HPC / Julia, MPI / big data

Hello. Many years ago I was in HPC (as in university/govt supercomputers). We used to write code in C/pthreads, MPI, PVM etc. Then I left and went to the private sector and then big data came with Spark, Scala and that whole tooling world. I then went back to HPC in a university environment and realized that not much has changed - people (professors and grad students) still write distributed code in C/C++/MPI and maybe with some Python for visualization. Marrying the world of “big data” (Spark/Scala/Java…) and HPC seems to be difficult from an infrastructure point of view (running things side by side on the same HPC cluster).
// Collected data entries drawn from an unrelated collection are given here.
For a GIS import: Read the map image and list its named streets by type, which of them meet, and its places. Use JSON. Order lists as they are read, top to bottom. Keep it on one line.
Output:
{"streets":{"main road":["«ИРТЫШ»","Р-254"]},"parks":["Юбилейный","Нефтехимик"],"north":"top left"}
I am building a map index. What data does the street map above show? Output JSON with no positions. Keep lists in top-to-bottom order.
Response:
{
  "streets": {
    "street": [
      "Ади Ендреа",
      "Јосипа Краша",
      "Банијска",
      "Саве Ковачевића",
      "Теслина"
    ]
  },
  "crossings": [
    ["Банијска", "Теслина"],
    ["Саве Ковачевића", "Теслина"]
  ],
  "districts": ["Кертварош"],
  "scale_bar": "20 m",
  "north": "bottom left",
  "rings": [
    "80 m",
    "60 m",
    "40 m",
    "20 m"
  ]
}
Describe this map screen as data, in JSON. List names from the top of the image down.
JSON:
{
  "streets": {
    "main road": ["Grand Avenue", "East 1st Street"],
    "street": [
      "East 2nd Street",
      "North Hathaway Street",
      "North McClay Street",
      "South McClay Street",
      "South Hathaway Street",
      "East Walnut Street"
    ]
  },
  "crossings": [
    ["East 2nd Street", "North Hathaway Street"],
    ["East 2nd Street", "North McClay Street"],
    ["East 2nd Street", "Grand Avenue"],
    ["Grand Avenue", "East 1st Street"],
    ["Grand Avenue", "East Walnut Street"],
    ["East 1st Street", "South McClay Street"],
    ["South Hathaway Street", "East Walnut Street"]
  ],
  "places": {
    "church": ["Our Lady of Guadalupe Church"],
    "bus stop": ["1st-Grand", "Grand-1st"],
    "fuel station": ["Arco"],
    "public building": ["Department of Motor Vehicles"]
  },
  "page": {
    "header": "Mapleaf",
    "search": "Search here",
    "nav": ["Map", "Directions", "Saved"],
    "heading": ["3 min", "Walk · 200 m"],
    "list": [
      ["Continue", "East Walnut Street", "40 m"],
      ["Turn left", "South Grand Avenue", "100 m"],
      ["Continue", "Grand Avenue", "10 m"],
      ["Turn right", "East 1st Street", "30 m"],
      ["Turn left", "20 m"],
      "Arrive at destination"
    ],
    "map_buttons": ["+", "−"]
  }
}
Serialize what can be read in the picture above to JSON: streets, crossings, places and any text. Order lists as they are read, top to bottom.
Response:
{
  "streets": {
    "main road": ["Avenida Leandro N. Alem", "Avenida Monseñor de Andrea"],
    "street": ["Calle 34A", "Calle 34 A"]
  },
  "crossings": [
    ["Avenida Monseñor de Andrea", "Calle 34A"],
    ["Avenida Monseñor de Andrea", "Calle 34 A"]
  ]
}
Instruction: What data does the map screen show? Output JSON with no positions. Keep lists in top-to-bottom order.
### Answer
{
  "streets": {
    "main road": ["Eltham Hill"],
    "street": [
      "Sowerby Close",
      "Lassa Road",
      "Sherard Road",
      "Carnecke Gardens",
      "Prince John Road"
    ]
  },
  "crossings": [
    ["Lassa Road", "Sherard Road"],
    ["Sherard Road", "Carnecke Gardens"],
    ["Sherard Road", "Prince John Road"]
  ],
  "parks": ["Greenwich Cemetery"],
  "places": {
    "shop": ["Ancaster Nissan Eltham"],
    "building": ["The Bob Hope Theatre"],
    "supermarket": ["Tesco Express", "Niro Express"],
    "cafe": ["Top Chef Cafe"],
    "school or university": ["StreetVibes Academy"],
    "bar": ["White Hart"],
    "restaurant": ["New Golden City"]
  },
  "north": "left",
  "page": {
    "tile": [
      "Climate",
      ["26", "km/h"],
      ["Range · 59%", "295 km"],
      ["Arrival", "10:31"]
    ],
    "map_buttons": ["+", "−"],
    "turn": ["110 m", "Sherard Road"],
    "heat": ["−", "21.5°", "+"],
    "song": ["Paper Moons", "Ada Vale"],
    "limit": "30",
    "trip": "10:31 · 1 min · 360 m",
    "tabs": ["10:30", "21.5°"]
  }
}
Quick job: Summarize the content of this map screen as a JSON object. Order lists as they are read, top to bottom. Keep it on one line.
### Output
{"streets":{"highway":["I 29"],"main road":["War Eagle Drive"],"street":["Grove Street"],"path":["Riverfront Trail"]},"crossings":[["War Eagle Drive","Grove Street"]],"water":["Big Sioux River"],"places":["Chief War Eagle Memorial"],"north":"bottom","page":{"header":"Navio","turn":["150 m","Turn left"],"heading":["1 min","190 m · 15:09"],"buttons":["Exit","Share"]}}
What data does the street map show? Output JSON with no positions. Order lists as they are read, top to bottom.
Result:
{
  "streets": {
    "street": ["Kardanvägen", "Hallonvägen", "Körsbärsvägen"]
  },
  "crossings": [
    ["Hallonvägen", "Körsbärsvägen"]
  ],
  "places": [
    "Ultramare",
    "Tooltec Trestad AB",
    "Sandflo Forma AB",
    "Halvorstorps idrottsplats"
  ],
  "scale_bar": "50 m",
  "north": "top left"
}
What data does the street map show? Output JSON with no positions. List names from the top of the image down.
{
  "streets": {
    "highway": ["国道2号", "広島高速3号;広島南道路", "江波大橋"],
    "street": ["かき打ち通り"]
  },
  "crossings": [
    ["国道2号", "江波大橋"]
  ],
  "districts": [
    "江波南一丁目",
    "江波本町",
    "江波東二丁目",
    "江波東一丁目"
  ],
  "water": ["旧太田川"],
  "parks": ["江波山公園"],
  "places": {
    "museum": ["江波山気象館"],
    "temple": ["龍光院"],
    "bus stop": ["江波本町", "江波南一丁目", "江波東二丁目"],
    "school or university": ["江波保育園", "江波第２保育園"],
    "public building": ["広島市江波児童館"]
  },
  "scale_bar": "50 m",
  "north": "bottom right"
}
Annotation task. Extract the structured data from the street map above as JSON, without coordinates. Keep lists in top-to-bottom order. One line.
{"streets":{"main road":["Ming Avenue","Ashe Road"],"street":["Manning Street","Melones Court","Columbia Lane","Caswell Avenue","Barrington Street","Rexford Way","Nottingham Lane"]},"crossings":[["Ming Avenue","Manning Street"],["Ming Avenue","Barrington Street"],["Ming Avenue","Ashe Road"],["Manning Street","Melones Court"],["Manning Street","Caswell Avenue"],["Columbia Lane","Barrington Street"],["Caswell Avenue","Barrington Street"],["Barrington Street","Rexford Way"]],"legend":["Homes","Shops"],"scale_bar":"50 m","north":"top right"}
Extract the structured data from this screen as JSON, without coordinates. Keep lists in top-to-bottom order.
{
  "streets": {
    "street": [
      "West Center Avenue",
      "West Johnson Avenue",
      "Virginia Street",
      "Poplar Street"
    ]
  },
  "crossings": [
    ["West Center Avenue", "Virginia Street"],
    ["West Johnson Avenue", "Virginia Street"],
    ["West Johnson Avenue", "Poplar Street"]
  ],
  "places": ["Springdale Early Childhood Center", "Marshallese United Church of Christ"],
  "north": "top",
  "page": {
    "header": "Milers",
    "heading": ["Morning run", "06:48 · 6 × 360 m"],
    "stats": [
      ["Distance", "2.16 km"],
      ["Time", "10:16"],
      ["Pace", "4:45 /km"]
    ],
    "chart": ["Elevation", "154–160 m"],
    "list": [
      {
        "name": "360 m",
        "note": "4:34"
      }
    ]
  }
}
Being new to Julia, I am wondering how Julia relates to all this. Is it an alternative that marries the two worlds in an incompatible (to these worlds) way? Meaning, with its ML libraries and distributed capabilities, can it be used to abandon both Spark and MPI and come out on top as a unified approach/solution? I am just trying to assess the possibilities/offerings here. It seems silly to me for a University to run separate infrastructures for their Data Science programs (Spark…) and the rest of the research (HPC/OpenMPI…).

Thank you!

1 Like

I think it depends to which purpose the HPC is being applied.
The requirements of scientific computing and data science are
quite different.

It also matters a lot what the capabilities of the computing infrastructure are.
Dedicated supercomputers and computing in the cloud tends to be used in different ways
due to their features.

Thank you for the reply. I guess I am trying to understand whether Julia can be used for both. Let’s say I am a researcher who wants to write a large scale climate model to run on a supercomputer. Can I use Julia for that and forget about OpenMPI/C/C++/Fortran? Or, alternatively, let’s say I am a data scientist who wants to run some analytics on a lot of data on the same supercomputer. Can I use Julia to do that and maybe run some machine learning models as well? In other words, I would need nothing other than the supercomputer, Julia and its libraries. I would need no Spark cluster and I would need no MPI/C/C++ knowledge.

Thanks!

1 Like

Welcome!

(a) It isn’t julia, but I would flag that dask is a great tool and one I usually find a good substitute for Spark.
(b) As far as I can tell, Julia has phenomenal tools for parallelism and distributed computing (including over MPI). See for example all the available cluster managers. If you’re writing your own code, or working at the level of raw arrays, you’re set (see DistributedArrays). I don’t know of an out-of-the-box distributed heterogeneous tabular library like dask, though, although JuliaDB is where it would be, as its parallelized locally, and maybe works on distributed platforms?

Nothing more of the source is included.